▶ **What to work on**: Your answer should be the lines of the data below that contain "height".

'''

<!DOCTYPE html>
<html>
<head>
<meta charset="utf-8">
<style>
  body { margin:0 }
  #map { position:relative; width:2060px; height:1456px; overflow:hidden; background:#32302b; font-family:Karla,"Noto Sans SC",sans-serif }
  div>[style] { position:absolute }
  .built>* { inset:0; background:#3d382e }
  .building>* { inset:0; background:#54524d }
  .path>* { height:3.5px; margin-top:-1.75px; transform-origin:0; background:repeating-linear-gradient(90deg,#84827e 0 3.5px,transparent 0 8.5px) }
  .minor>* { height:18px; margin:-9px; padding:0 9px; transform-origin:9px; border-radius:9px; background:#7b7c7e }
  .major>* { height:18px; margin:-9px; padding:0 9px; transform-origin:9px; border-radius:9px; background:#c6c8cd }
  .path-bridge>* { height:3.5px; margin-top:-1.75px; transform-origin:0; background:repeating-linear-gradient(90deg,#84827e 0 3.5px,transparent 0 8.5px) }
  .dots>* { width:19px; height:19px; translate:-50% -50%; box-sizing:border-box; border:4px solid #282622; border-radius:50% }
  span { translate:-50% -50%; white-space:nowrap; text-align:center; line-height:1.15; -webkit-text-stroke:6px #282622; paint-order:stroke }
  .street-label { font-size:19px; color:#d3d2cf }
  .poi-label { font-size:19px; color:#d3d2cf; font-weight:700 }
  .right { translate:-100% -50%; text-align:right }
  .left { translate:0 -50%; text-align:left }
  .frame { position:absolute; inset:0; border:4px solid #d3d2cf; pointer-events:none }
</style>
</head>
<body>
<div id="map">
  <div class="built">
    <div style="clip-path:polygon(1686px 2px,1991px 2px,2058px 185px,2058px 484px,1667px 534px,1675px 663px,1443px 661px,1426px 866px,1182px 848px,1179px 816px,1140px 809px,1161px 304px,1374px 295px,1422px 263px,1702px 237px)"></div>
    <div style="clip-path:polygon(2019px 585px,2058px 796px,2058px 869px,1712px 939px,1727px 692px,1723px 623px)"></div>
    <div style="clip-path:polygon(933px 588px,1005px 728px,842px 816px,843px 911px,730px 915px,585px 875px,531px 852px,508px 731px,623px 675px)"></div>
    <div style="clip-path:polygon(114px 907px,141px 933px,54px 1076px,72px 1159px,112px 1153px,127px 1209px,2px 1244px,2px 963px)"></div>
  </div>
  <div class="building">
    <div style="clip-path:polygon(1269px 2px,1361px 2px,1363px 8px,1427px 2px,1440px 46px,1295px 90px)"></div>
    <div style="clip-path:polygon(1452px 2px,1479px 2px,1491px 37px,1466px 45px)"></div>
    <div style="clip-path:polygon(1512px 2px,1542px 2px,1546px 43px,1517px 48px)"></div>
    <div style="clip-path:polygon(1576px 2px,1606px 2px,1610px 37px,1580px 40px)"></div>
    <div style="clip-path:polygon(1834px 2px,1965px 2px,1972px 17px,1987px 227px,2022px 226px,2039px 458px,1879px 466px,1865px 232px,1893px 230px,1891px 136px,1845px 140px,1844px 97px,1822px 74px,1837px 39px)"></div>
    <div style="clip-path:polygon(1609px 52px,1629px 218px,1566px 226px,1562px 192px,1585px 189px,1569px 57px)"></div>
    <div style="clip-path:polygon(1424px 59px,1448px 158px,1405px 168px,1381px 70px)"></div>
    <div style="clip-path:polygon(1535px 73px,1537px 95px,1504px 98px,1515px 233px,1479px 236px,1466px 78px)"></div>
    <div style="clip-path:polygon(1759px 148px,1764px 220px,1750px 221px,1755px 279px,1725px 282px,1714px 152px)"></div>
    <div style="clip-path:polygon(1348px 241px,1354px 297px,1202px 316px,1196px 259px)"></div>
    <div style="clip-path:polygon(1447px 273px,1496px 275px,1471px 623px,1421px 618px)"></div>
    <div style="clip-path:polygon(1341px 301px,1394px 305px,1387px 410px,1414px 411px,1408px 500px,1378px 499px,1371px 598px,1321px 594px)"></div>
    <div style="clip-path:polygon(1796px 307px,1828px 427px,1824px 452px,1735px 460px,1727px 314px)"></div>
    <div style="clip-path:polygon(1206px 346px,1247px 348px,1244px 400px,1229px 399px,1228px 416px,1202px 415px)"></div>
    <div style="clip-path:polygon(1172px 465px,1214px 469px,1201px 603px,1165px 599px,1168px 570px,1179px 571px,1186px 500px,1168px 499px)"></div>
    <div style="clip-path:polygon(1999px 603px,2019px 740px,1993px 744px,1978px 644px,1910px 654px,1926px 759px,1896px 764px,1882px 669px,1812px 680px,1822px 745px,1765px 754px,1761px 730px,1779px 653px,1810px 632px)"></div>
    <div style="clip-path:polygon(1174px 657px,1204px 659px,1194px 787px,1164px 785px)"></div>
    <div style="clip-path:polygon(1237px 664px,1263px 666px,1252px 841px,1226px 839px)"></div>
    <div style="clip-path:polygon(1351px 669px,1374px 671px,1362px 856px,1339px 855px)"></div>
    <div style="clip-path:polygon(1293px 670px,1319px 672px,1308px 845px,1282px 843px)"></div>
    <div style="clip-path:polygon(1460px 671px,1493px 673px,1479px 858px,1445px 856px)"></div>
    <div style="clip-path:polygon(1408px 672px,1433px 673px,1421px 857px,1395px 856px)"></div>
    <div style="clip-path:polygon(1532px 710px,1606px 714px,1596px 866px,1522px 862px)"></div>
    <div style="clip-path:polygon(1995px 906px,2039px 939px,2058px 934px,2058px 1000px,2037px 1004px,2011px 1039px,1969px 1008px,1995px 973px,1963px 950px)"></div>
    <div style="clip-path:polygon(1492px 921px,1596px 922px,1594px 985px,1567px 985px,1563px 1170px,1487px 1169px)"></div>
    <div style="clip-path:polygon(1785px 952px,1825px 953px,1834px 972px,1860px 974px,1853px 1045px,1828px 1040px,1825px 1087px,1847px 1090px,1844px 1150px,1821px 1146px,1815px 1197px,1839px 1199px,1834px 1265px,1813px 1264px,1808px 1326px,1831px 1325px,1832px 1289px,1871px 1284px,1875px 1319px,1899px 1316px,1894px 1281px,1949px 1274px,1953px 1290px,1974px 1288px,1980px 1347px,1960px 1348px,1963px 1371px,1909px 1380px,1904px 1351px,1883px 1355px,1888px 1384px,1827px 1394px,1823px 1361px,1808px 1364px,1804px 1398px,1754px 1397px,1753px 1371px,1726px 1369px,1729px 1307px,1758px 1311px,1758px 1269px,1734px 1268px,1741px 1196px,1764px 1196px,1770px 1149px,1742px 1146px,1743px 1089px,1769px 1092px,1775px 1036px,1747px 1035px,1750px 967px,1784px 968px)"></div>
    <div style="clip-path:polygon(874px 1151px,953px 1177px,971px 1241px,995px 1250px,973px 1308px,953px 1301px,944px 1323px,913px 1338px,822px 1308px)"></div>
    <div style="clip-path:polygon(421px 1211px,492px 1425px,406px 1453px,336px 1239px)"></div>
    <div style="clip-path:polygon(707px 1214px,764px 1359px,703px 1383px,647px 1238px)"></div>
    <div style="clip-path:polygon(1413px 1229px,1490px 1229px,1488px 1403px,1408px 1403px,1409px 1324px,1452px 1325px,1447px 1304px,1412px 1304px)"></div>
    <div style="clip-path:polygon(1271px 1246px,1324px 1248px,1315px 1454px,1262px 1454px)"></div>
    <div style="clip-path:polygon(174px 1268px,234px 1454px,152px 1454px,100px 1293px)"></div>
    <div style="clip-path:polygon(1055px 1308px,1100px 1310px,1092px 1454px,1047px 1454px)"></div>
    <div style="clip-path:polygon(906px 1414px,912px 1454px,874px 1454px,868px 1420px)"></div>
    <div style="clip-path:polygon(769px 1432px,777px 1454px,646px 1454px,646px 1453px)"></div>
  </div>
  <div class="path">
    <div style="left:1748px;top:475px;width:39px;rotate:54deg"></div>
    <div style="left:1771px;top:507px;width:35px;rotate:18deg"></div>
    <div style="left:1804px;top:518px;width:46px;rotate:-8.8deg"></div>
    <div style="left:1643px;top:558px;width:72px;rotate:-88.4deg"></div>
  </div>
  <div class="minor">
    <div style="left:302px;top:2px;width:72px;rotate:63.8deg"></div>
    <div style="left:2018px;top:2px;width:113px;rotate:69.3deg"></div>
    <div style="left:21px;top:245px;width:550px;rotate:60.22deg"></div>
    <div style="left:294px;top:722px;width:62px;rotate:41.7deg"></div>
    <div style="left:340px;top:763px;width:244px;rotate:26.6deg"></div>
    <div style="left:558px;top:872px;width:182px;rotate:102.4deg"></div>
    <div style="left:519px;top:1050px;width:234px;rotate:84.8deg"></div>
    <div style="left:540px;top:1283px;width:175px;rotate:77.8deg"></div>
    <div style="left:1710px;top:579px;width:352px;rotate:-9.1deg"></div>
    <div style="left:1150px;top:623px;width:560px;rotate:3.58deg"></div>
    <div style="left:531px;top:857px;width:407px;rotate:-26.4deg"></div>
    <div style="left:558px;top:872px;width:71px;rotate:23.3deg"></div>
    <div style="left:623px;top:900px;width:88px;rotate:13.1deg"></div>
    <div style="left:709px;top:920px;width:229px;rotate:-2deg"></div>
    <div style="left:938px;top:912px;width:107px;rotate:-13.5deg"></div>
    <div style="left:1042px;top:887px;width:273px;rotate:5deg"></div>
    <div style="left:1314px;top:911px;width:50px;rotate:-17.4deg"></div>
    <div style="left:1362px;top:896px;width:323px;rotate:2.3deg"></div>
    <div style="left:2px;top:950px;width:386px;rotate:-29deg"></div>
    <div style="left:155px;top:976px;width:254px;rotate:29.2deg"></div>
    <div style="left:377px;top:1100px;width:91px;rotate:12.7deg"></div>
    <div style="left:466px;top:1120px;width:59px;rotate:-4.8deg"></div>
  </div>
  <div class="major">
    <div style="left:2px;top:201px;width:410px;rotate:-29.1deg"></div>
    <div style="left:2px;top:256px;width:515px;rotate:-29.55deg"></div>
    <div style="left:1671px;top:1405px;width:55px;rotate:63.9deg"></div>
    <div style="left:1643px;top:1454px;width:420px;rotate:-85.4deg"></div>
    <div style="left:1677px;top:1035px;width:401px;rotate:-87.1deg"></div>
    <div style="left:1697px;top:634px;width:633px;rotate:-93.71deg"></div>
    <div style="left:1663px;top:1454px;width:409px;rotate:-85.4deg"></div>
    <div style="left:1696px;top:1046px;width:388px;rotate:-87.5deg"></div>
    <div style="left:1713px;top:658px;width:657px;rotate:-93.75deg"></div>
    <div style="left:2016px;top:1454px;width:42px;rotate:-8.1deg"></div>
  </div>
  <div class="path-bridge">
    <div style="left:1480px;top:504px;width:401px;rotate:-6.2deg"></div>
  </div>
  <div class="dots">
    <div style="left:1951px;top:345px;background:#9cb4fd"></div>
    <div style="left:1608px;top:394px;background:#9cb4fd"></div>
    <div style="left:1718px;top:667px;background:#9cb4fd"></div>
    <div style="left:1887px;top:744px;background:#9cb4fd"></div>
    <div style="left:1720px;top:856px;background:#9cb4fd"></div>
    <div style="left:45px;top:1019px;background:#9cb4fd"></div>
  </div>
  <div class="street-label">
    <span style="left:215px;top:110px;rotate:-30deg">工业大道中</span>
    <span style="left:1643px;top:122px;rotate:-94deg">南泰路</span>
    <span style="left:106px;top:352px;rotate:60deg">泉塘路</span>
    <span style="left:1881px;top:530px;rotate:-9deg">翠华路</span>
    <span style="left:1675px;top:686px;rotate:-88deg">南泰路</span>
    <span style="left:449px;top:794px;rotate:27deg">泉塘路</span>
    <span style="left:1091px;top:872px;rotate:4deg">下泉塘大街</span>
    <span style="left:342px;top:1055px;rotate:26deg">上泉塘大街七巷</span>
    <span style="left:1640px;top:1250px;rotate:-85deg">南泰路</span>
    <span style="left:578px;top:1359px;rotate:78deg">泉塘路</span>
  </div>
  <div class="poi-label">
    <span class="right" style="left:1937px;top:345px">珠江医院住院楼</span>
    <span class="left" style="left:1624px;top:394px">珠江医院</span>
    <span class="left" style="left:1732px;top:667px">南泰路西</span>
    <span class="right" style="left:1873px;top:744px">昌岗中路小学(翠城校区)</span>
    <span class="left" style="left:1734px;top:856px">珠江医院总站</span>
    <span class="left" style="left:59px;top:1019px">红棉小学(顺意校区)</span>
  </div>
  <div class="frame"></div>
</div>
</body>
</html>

'''

▶ **Solution below**:
  #map { position:relative; width:2060px; height:1456px; overflow:hidden; background:#32302b; font-family:Karla,"Noto Sans SC",sans-serif }
  .path>* { height:3.5px; margin-top:-1.75px; transform-origin:0; background:repeating-linear-gradient(90deg,#84827e 0 3.5px,transparent 0 8.5px) }
  .minor>* { height:18px; margin:-9px; padding:0 9px; transform-origin:9px; border-radius:9px; background:#7b7c7e }
  .major>* { height:18px; margin:-9px; padding:0 9px; transform-origin:9px; border-radius:9px; background:#c6c8cd }
  .path-bridge>* { height:3.5px; margin-top:-1.75px; transform-origin:0; background:repeating-linear-gradient(90deg,#84827e 0 3.5px,transparent 0 8.5px) }
  .dots>* { width:19px; height:19px; translate:-50% -50%; box-sizing:border-box; border:4px solid #282622; border-radius:50% }
  span { translate:-50% -50%; white-space:nowrap; text-align:center; line-height:1.15; -webkit-text-stroke:6px #282622; paint-order:stroke }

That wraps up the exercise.